Genesis 1 tells about God’s creation of light and time, of the sky, the oceans, and the earth. God sets up the sun and the moon and the stars in the sky, thereby introducing seasons into our life on earth. Once the three major places on earth are established—the earth, the sky, the seas—God provides inhabitants for each of them: sea creatures for the oceans; birds for the sky; and plants, animals, and humans for the land. At every point of his creative work God contemplates it and declares it “good,” and when he has finished creating the world, he declares it “very good.” It is an astonishing vision of all of life—with all its diversity and wonder—as God’s creation.

The poet Gerard Manley Hopkins speaks of the world as “charged with the grandeur of God,” an expression that captures what it means for the world to be “very good.” Through television programs like Blue Planet, we are becoming aware of the immense variety of sea creatures, all made by God. For those of us who are gardeners or farmers, the wonderful variety of plants and flowers comes from God. For those of us who enjoy gazing at the stars and the planets, all are from God. The Bible opens with the whole of the world in view and declares that it all originates from God.

If, like us, you love art, Genesis 1 is like being taken to the most extraordinary exhibition you have ever seen. But imagine if, even as you are exploring the exhibition with wide eyes, a friend comes up to you and asks, “Would you like to meet the artist?” Of course, your answer would be, “Yes.” This is exactly what the Bible does in its opening chapters. Yes, the creation is wonderful, but even more wonderful is the One who made it, and a major aim of the Bible is to introduce us to the Creator God. What is the Creator like? The opening words begin to provide our answer.

As the Creator, God is, first, royalty par excellence. He is the great King. In the world in which the Old Testament—the first part of the Bible—was written, kings were often thought of as gods and wielded great power. But God’s kingship exceeds all earthly kings. A king’s word might be a command, but God simply says, “Let there be . . .” and that part of creation is ushered into existence. God is all powerful.

Second, some people have a spaceman view of God—he is there but distant and uninvolved in our world. On the contrary, this chapter reveals a God who speaks and sees and ponders his handiwork. Like any good craftsperson, he is deeply interested in what he has made.

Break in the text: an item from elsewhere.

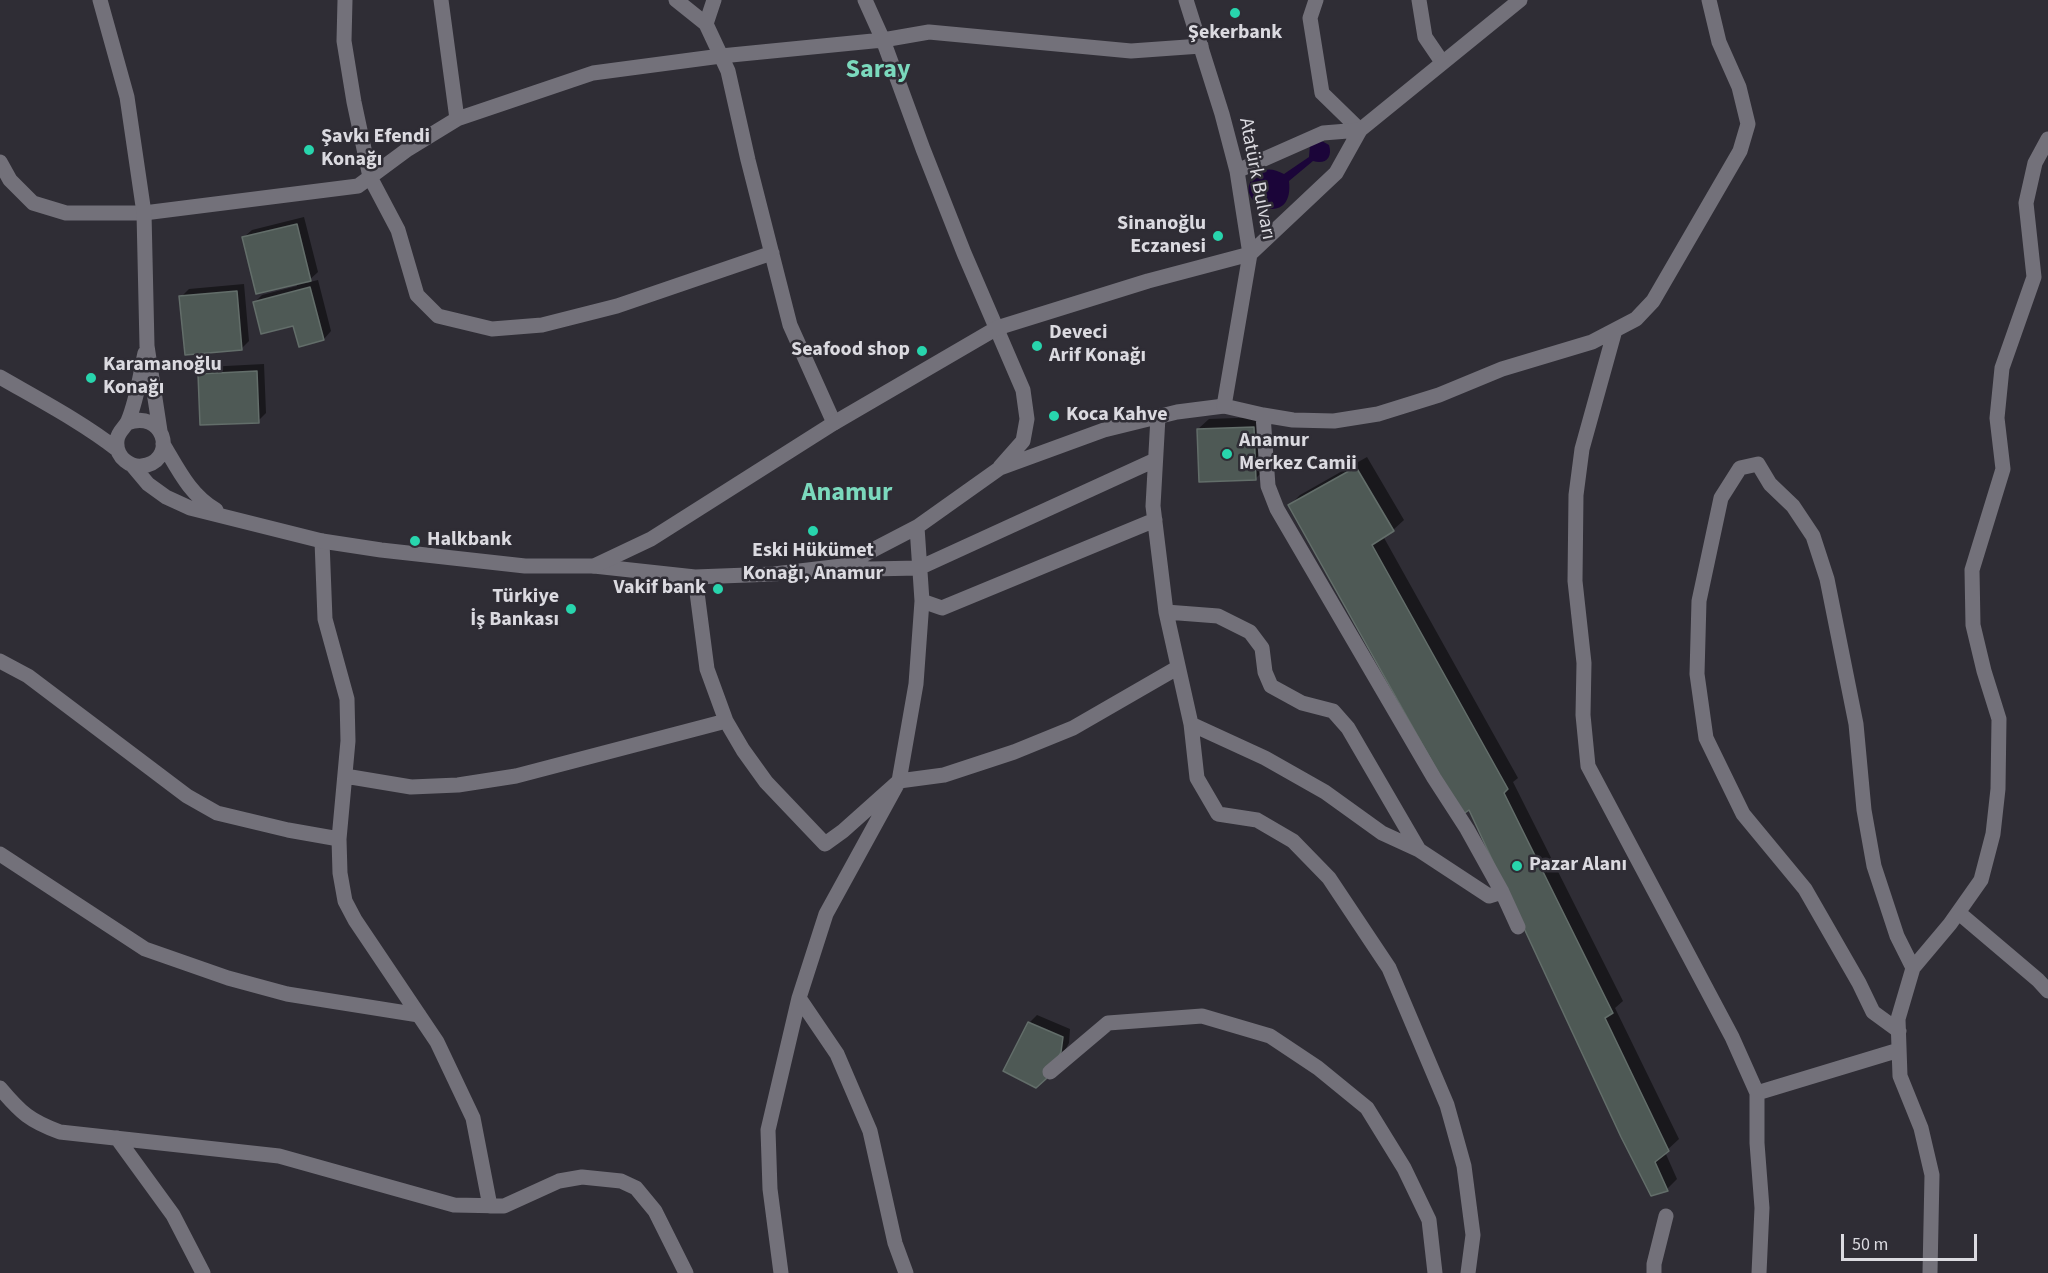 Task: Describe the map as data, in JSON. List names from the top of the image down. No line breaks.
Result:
{"streets":{"street":["Atatürk Bulvarı"]},"districts":["Saray","Anamur"],"places":["Şekerbank","Şavkı Efendi Konağı","Sinanoğlu Eczanesi","Deveci Arif Konağı","Seafood shop","Karamanoğlu Konağı","Koca Kahve","Anamur Merkez Camii","Eski Hükümet Konağı, Anamur","Halkbank","Vakif bank","Türkiye İş Bankası","Pazar Alanı"],"scale_bar":"50 m"} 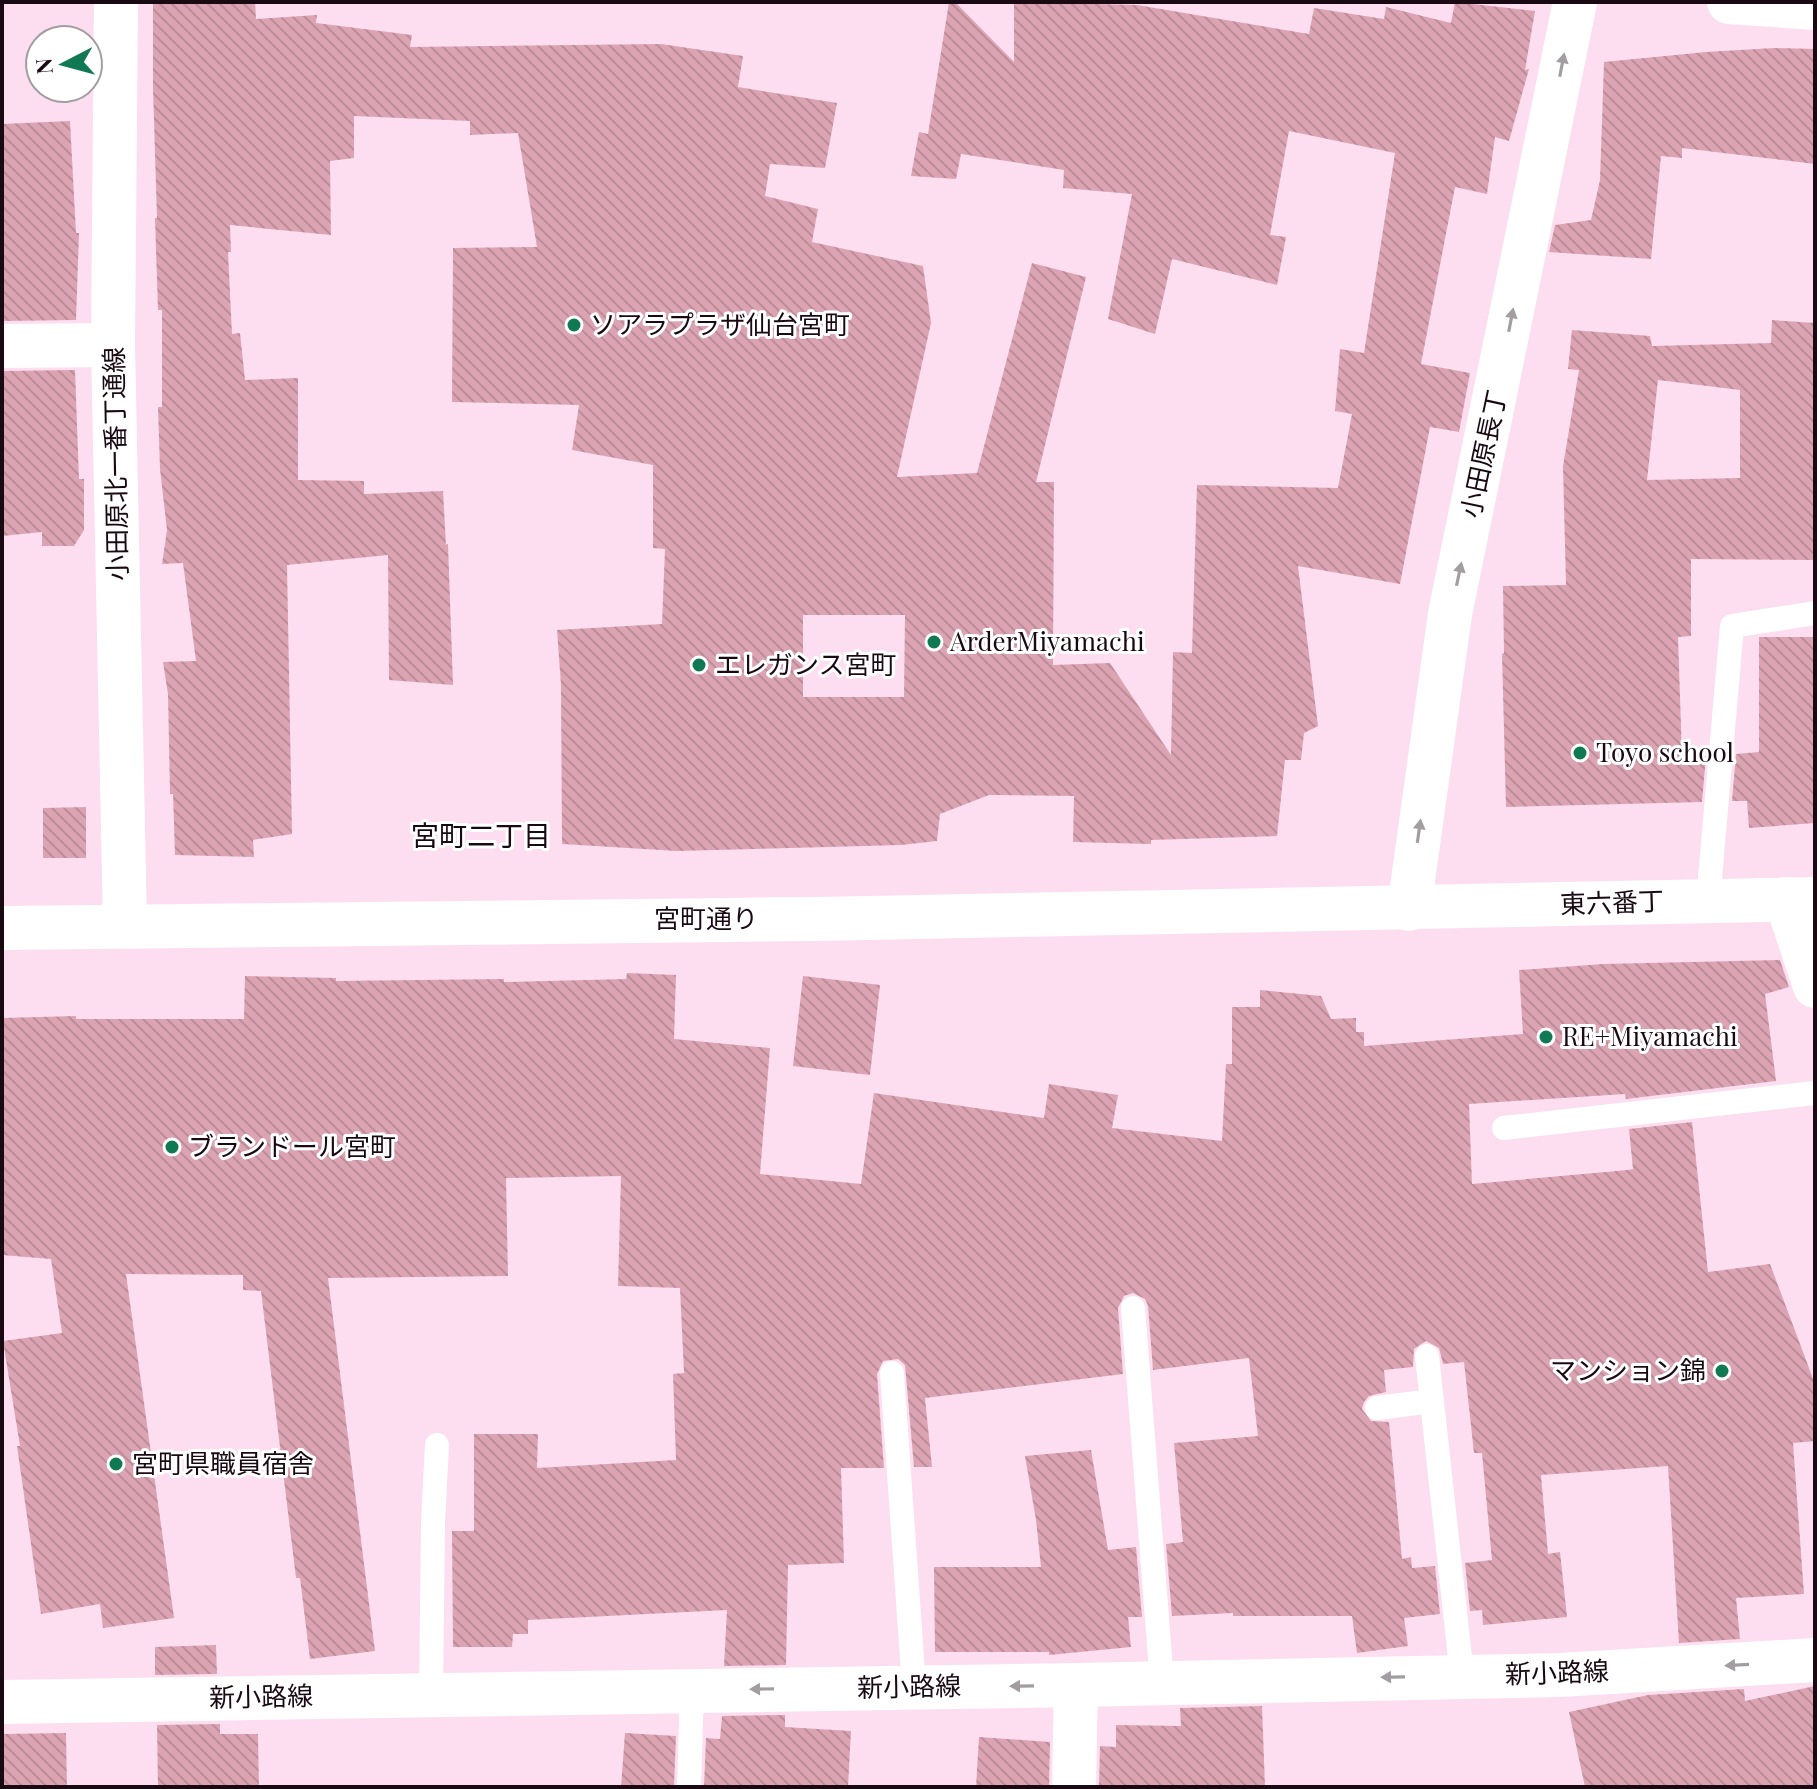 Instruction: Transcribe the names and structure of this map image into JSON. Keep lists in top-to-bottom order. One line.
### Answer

Third, God is one; he is the one and only God. In the world in which the Old Testament was written, the nations believed in thousands of different gods, and they had all sorts of stories about them and temples for their worship. The early readers of Genesis 1 would have noticed that when two of these “gods,” the sun and the moon, are created (see Genesis 1:14-19), the Bible deliberately avoids using the words “sun” and “moon,” referring to them instead as “the greater light” (the sun) and “the lesser light” (the moon). Why? To make it quite clear that they are not gods but part of God’s creation with a specific function in his universe. God is the one and only God.

Fourth, God is wonderfully loving and kind. A common view among the ancient nations was that the gods created humans because they were tired of doing all the chores and work, and thus they made humans to serve them as slaves so they could relax and party. In this view the gods are all too human: selfish, lazy, and self-serving, with no real interest in the humans they created. God is completely and gloriously different. He sets up the created world as the ideal home for humankind, as the place in which we can flourish and become fully and wonderfully human, as we will see in the next chapter.

Having listened to the opening story of the Bible on its own terms, we can see that many of us make the mistake of reading the opening chapters of the Bible with our twenty-first-century questions about science and evolution front and center. These are important questions, but we first need to listen to the powerful message of these chapters before engaging such questions. Although we cannot answer these questions fully here, do note that the opening chapters of the Bible tell us mainly about who created the world rather than how he created it. Rightly understood, there is no conflict between the best science and the Bible. Indeed, the view of the world as creation, and thus as ordered and capable of being known, motivated scientific study—and continues to motivate it, albeit often unconsciously.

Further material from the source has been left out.